**WHAT IS EXPECTED**: The answer must be every line from the entries below that includes "positions".

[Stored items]
=== Begin Enclosure ===
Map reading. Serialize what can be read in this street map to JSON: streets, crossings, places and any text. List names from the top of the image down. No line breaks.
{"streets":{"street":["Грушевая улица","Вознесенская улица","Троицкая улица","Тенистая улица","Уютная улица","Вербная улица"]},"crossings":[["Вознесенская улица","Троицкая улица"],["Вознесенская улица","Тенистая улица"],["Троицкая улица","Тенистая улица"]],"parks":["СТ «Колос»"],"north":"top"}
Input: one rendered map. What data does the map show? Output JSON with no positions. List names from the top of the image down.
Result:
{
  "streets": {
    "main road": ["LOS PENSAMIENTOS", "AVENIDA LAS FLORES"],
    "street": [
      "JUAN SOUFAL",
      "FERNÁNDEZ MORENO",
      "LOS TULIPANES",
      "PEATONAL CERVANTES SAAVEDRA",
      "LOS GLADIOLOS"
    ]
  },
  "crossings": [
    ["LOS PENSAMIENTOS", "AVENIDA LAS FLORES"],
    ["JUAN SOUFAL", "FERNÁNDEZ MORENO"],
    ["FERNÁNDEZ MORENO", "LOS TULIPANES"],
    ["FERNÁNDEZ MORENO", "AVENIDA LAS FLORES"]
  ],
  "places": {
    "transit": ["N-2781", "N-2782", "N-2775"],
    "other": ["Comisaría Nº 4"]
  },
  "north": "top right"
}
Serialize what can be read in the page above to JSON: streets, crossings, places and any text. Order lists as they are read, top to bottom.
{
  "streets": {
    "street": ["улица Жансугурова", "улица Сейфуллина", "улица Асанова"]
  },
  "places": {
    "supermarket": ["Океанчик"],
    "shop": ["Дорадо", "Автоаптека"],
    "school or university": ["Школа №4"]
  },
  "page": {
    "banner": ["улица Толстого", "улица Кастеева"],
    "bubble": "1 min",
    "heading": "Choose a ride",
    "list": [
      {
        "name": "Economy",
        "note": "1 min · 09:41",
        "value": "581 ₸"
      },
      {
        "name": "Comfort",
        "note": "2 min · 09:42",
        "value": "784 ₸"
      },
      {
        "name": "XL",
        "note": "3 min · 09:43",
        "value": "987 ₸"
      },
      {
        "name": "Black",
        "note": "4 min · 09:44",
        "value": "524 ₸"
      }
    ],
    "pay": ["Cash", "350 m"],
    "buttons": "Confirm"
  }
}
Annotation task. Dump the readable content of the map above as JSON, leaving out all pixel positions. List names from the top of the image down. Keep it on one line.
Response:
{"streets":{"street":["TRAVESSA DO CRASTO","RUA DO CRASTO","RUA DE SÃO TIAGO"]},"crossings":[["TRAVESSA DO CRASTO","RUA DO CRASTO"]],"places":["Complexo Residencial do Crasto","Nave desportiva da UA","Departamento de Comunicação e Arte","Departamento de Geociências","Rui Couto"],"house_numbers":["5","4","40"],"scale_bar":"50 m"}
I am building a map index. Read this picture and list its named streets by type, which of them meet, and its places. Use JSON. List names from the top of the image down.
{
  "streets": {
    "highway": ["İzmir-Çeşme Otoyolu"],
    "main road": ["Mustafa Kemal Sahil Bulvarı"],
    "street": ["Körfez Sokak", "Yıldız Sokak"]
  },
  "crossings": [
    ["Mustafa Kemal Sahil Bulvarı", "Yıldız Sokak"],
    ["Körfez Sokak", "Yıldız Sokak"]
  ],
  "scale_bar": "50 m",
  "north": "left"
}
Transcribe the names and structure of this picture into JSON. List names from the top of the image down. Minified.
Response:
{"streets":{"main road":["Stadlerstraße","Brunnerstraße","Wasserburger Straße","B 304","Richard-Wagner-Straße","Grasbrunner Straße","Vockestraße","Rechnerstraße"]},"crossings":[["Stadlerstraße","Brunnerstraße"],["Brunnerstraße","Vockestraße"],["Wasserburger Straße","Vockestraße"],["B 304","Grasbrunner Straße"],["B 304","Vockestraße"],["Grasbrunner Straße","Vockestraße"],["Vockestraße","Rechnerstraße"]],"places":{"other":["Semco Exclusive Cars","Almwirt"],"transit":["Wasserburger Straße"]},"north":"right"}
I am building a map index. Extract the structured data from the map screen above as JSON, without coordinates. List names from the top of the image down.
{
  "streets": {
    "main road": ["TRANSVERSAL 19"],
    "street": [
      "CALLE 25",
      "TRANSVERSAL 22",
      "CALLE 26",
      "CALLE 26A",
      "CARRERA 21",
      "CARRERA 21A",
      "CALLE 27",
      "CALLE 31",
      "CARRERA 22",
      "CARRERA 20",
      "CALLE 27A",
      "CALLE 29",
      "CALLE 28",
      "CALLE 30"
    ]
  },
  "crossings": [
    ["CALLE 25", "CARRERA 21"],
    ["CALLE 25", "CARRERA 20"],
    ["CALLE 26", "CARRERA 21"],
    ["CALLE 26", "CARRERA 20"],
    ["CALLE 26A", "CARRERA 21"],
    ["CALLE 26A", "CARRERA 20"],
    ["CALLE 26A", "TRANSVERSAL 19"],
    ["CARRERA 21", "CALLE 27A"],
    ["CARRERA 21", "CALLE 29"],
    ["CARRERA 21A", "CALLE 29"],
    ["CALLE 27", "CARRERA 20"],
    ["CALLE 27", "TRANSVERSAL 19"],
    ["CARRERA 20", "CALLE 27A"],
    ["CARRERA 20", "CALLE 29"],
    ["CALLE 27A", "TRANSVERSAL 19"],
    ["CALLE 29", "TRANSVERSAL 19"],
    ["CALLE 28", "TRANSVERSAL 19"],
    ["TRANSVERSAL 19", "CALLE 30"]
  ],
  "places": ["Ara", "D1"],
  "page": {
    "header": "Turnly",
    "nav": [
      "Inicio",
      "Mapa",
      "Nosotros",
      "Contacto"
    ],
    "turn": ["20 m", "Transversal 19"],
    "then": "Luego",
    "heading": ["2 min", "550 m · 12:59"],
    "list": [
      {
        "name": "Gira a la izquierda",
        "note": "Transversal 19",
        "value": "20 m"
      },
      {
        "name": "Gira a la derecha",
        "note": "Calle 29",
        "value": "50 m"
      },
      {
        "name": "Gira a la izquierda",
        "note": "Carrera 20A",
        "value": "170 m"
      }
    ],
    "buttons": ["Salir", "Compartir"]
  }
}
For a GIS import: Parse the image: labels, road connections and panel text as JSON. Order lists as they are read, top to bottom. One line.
=== End Enclosure ===
**EXPECTED ANSWER**:
Input: one rendered map. What data does the map show? Output JSON with no positions. List names from the top of the image down.
Annotation task. Dump the readable content of the map above as JSON, leaving out all pixel positions. List names from the top of the image down. Keep it on one line.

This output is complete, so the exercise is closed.